## The task
Exactly the lines below from the one with "For a GIS import: Build" up to and including the one with "Input: one rendered map. Summarize" make up the answer, with nothing else added.

## Task material
★ ★ ★ ★

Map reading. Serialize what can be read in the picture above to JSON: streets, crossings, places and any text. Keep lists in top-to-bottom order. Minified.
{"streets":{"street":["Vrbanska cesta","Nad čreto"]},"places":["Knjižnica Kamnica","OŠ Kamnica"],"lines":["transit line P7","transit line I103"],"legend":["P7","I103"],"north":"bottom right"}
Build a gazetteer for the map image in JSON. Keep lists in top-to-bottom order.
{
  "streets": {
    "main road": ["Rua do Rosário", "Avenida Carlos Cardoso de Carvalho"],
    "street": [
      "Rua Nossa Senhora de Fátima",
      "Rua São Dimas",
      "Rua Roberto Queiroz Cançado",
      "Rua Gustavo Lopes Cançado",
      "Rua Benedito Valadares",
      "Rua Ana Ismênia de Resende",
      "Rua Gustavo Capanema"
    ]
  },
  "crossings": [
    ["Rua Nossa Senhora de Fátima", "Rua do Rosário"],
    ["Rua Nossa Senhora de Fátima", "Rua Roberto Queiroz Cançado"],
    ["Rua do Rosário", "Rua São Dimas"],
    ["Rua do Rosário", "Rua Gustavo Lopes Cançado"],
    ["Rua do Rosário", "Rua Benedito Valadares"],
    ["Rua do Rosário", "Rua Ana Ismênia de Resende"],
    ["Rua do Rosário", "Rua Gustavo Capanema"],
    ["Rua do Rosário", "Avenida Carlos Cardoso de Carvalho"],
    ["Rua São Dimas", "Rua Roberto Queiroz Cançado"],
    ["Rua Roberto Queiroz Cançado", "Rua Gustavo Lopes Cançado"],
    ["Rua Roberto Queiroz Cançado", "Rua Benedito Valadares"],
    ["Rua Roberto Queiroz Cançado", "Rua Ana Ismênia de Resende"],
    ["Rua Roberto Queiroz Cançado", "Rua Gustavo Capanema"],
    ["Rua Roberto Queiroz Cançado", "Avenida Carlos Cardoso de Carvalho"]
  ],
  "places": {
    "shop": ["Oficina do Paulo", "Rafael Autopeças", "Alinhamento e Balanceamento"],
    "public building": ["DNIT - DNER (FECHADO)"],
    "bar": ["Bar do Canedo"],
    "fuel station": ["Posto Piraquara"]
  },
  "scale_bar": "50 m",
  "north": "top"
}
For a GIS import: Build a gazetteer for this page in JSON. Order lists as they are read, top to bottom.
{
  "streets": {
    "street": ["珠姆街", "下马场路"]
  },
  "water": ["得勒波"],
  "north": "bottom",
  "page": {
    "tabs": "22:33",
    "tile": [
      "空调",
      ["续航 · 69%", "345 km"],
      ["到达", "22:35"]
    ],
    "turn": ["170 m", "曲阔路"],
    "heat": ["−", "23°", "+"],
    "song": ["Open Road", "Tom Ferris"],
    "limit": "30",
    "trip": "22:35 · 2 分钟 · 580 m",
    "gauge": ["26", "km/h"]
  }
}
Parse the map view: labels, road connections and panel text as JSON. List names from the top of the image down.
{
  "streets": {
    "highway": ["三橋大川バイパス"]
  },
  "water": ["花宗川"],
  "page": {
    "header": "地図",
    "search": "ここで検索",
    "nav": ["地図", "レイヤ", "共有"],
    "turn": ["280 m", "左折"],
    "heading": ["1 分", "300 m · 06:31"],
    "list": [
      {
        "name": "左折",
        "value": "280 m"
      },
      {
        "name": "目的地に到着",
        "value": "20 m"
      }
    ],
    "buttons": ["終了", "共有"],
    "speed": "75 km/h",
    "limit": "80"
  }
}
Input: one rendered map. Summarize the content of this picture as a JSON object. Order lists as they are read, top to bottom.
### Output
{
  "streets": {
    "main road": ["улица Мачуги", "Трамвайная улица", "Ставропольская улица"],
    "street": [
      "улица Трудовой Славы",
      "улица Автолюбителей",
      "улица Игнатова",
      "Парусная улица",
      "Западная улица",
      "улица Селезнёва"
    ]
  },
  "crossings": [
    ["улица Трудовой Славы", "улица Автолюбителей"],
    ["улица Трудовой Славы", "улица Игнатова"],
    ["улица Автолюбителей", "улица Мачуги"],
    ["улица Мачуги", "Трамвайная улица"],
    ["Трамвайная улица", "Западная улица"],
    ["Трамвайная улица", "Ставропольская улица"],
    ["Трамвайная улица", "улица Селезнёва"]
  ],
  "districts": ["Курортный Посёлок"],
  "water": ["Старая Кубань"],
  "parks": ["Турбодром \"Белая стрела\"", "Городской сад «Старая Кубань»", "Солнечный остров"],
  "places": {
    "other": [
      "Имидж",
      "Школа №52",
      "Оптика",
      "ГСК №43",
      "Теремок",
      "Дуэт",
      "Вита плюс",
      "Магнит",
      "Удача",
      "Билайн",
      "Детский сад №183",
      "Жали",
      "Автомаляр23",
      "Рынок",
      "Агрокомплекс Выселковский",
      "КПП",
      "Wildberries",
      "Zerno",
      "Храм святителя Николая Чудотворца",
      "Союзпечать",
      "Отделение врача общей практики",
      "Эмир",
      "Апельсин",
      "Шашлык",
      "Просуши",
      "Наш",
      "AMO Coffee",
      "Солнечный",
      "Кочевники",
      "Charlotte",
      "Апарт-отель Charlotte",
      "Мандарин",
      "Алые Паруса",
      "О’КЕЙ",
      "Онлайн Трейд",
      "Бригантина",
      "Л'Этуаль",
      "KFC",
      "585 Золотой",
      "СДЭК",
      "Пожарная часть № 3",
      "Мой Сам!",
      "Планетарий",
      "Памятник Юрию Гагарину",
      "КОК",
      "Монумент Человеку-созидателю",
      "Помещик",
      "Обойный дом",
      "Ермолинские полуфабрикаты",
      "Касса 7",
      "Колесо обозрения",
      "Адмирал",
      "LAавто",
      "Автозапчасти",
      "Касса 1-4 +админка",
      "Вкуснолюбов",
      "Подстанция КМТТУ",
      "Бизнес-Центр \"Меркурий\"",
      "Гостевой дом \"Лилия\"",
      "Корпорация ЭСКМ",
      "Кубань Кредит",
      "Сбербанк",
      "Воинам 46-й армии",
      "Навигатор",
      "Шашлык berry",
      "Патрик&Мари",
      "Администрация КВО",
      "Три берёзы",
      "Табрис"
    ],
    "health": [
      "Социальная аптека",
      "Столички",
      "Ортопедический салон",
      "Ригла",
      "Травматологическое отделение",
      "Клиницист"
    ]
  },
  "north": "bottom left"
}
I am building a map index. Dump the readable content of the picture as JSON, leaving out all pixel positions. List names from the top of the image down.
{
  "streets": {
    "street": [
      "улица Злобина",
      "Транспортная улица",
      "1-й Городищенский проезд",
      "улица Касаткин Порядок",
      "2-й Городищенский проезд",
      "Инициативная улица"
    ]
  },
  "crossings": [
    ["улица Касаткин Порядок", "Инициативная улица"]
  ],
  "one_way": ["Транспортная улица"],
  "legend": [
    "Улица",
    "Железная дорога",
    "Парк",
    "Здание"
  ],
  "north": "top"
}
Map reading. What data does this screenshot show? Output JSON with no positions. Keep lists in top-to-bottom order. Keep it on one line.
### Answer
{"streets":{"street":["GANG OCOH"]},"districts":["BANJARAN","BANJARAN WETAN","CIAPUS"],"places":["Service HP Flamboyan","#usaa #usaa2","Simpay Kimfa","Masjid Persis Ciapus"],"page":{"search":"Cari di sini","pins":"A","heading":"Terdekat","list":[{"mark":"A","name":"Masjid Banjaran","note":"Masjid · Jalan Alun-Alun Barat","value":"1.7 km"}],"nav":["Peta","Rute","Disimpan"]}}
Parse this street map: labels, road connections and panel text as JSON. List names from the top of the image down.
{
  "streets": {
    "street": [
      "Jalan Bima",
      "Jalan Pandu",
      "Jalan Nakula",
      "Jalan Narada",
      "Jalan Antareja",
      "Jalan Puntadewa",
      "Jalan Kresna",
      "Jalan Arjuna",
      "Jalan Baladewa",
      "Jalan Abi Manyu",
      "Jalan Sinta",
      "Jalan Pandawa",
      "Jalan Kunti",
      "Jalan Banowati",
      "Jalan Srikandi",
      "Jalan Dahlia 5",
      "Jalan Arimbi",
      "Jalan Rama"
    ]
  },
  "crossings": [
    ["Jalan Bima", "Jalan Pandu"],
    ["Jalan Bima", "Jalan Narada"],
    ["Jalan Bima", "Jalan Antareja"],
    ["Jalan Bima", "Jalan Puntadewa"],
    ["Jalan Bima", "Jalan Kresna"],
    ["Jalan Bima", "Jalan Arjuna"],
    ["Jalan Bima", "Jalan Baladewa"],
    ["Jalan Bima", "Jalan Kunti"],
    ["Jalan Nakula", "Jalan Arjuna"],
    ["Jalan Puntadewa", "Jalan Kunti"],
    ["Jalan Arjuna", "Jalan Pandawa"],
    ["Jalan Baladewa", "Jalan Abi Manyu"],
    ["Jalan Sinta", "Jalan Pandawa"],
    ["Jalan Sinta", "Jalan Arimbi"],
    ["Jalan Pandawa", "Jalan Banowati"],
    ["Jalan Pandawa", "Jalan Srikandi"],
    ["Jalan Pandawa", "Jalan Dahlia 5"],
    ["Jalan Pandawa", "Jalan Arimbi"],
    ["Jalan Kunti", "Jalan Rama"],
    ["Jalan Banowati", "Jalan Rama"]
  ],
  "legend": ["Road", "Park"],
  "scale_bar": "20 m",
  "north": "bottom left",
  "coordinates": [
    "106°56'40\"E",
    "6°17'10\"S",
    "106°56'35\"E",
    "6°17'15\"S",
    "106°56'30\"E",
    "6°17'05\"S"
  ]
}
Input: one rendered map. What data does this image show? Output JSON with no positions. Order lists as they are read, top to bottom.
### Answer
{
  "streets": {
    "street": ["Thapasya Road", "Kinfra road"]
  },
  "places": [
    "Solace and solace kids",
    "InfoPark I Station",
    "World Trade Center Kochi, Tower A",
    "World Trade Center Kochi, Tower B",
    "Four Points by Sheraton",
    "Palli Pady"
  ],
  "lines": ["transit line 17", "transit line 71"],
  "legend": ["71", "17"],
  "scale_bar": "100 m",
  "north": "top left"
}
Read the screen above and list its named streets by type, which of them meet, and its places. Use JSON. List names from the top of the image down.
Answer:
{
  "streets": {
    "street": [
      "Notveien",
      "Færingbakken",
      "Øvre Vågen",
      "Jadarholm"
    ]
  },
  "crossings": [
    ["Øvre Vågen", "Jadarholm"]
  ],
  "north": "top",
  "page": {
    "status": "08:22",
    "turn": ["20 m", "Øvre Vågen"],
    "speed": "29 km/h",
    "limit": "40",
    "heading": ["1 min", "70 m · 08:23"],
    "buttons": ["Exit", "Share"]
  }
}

★ ★ ★ ★

## Exercise result
For a GIS import: Build a gazetteer for this page in JSON. Order lists as they are read, top to bottom.
{
  "streets": {
    "street": ["珠姆街", "下马场路"]
  },
  "water": ["得勒波"],
  "north": "bottom",
  "page": {
    "tabs": "22:33",
    "tile": [
      "空调",
      ["续航 · 69%", "345 km"],
      ["到达", "22:35"]
    ],
    "turn": ["170 m", "曲阔路"],
    "heat": ["−", "23°", "+"],
    "song": ["Open Road", "Tom Ferris"],
    "limit": "30",
    "trip": "22:35 · 2 分钟 · 580 m",
    "gauge": ["26", "km/h"]
  }
}
Parse the map view: labels, road connections and panel text as JSON. List names from the top of the image down.
{
  "streets": {
    "highway": ["三橋大川バイパス"]
  },
  "water": ["花宗川"],
  "page": {
    "header": "地図",
    "search": "ここで検索",
    "nav": ["地図", "レイヤ", "共有"],
    "turn": ["280 m", "左折"],
    "heading": ["1 分", "300 m · 06:31"],
    "list": [
      {
        "name": "左折",
        "value": "280 m"
      },
      {
        "name": "目的地に到着",
        "value": "20 m"
      }
    ],
    "buttons": ["終了", "共有"],
    "speed": "75 km/h",
    "limit": "80"
  }
}
Input: one rendered map. Summarize the content of this picture as a JSON object. Order lists as they are read, top to bottom.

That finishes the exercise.